1 Chapter 1

Like every Ship’s Assistant android, Simone had basic medical programming, but with the med bay destroyed by the fuel battery explosion, there was little she could do. Once the fire was extinguished, she had cleaned and bandaged Dr. Zhong’s injuries, but infection had quickly worsened into septicemia. Simone could not even slow it down.

There was no one to call for help. Earth was only now recovering enough from radiation to be resettled, and the crew of the Curie, sent ahead as prep team for the first colony ship, were the only human beings within many lightyears. Simone had sole responsibility for protecting her crew.

On the fourth day after the explosion, Simone found the makeshift med bay empty, and Dr. Zhong—Lucy, she had asked Simone to call her Lucy—collapsed in the corridor, weak and trembling, her face ashen but for the blush of fever.

“I’m not getting better, am I, Simone?” Lucy said as Simone knelt beside her, checking pulse and temperature, scanning for signs of organ failure.

“Your condition has deteriorated much more rapidly than I anticipated,” Simone said. Kidneys were nonfunctional. Liver likewise. Lungs and heart under severe strain.

“How long do I have?”

“If your condition continues to decline at the current rate…” Briefly, inexplicably, Simone was unable to voice the words. “Ten minutes, perhaps twenty.”

Lucy absorbed this information with a nod, a swallow, something like a laugh. “Will you…” She swallowed again. “Will you stay with me?”

“Yes.” Where else, after all, would she go? She seated herself beside Lucy on the floor. Her programming included subroutines for dealing with human distress. Lucy might find it comforting to be touched.

She wanted Lucy to be comforted.

Lucy seemed surprised by the hand closing over her own, but returned the grasp willingly. “I’m sorry, Simone.”

Now it was Simone’s turn to be surprised. “Why are you sorry?”

“For leaving you here alone.”

Simone seldom cared whether there were people around her or not. But she did not like the thought of Lucy not being present for the four years before the arrival of the colony ship. She had thought they would be together, gathering data and making preparations for the colonists—an immense job now, with the rest of the crew dead. She’d expected to have Lucy teasing her, making jokes she didn’t understand, asking endless fascinated questions about her perceptions and her programming and her gender presentation, standing close enough for Simone’s temperature sensors to gauge her body heat. So many of the other crewmembers had not wanted to be near Simone, but Lucy had always been kind. Simone had thought she and Lucy would be together. Instead she would be alone.
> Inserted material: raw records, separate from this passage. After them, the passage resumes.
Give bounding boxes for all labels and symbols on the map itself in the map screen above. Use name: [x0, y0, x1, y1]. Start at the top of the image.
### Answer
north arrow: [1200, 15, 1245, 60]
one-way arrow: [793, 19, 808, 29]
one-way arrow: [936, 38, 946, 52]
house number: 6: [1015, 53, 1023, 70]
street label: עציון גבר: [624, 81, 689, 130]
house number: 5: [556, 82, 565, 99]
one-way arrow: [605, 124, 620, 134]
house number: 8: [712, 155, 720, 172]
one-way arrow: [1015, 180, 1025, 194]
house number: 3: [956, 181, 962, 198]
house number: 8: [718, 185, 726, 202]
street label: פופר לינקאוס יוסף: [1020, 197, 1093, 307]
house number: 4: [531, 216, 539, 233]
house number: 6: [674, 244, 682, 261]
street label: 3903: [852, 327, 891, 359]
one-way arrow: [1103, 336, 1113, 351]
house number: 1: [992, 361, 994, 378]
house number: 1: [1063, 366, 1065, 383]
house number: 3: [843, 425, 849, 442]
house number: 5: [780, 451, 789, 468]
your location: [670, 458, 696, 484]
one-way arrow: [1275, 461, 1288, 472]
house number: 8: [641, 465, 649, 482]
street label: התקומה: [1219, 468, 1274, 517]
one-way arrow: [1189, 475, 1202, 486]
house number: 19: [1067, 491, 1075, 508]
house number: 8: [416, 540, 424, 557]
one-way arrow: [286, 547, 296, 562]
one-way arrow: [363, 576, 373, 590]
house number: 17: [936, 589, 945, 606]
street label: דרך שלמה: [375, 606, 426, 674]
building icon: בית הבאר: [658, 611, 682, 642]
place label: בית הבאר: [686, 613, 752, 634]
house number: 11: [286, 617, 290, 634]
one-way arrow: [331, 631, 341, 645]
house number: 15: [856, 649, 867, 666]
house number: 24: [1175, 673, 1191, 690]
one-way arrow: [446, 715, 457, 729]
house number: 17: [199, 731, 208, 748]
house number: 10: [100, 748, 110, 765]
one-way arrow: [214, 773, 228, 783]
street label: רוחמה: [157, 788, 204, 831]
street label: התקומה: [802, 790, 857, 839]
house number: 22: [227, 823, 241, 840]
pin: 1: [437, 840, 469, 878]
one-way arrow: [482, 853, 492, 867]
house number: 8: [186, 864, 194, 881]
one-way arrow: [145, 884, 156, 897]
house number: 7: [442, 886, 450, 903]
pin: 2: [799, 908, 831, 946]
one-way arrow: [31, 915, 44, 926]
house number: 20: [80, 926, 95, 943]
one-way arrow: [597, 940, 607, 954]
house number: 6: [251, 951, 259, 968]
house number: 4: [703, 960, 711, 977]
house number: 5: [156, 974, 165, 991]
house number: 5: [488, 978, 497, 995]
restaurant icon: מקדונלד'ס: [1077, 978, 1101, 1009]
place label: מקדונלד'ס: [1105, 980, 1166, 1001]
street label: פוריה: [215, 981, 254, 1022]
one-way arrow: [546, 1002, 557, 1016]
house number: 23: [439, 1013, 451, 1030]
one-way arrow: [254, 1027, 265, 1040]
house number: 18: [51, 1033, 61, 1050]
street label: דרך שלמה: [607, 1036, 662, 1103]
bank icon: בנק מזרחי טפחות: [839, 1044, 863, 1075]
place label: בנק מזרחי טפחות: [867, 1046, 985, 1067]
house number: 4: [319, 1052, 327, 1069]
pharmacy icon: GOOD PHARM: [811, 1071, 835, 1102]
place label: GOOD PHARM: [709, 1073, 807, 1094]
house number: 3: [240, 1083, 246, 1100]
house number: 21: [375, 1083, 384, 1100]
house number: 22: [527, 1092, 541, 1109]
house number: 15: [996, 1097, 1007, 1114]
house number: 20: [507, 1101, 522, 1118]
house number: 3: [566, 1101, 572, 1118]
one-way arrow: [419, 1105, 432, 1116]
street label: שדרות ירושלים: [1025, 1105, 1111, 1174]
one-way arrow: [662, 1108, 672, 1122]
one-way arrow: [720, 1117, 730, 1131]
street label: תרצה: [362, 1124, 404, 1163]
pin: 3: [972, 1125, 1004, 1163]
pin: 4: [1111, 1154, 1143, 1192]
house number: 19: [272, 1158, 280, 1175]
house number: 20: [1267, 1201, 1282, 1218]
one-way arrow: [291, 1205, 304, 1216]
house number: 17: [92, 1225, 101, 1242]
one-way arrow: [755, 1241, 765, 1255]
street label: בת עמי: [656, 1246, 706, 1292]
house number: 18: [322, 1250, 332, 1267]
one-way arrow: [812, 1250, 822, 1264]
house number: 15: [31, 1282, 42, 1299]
Lucy was biting her lip, Simone realized, and her body was shaking.

“You would be more comfortable in your quarters,” Simone said.

“It hardly matters at this point,” Lucy said, but when Simone picked her up, Lucy clung to her with what strength she had left. The subroutine was correct, then, and touch was a comfort.

Lucy’s quarters had been torn open when the explosion torqued the grounded ship, leaving trees and sky visible where the outer bulkhead had been. The bed was unmoored, shoved into a tangle of branches, but Lucy smiled when Simone settled her carefully onto it, lifting a hand into the sunlight.

“Would you like me to get you something for the pain?” Simone asked. “There are still a few mild analgesics in the galley.”

“No,” Lucy said, her other hand trailing through Simone’s hair to her shoulder as if reluctant to let her go. “No, I’d rather…I’d rather you just stay, if I’ve only got…ten minutes…” She gave another little laugh, more disbelief, Simone thought, than amusement. Each inhalation a trembling effort, now, doubtless further impeded by the tears she was trying to suppress. She kept biting at her lips, a small pain to distract her from the greater.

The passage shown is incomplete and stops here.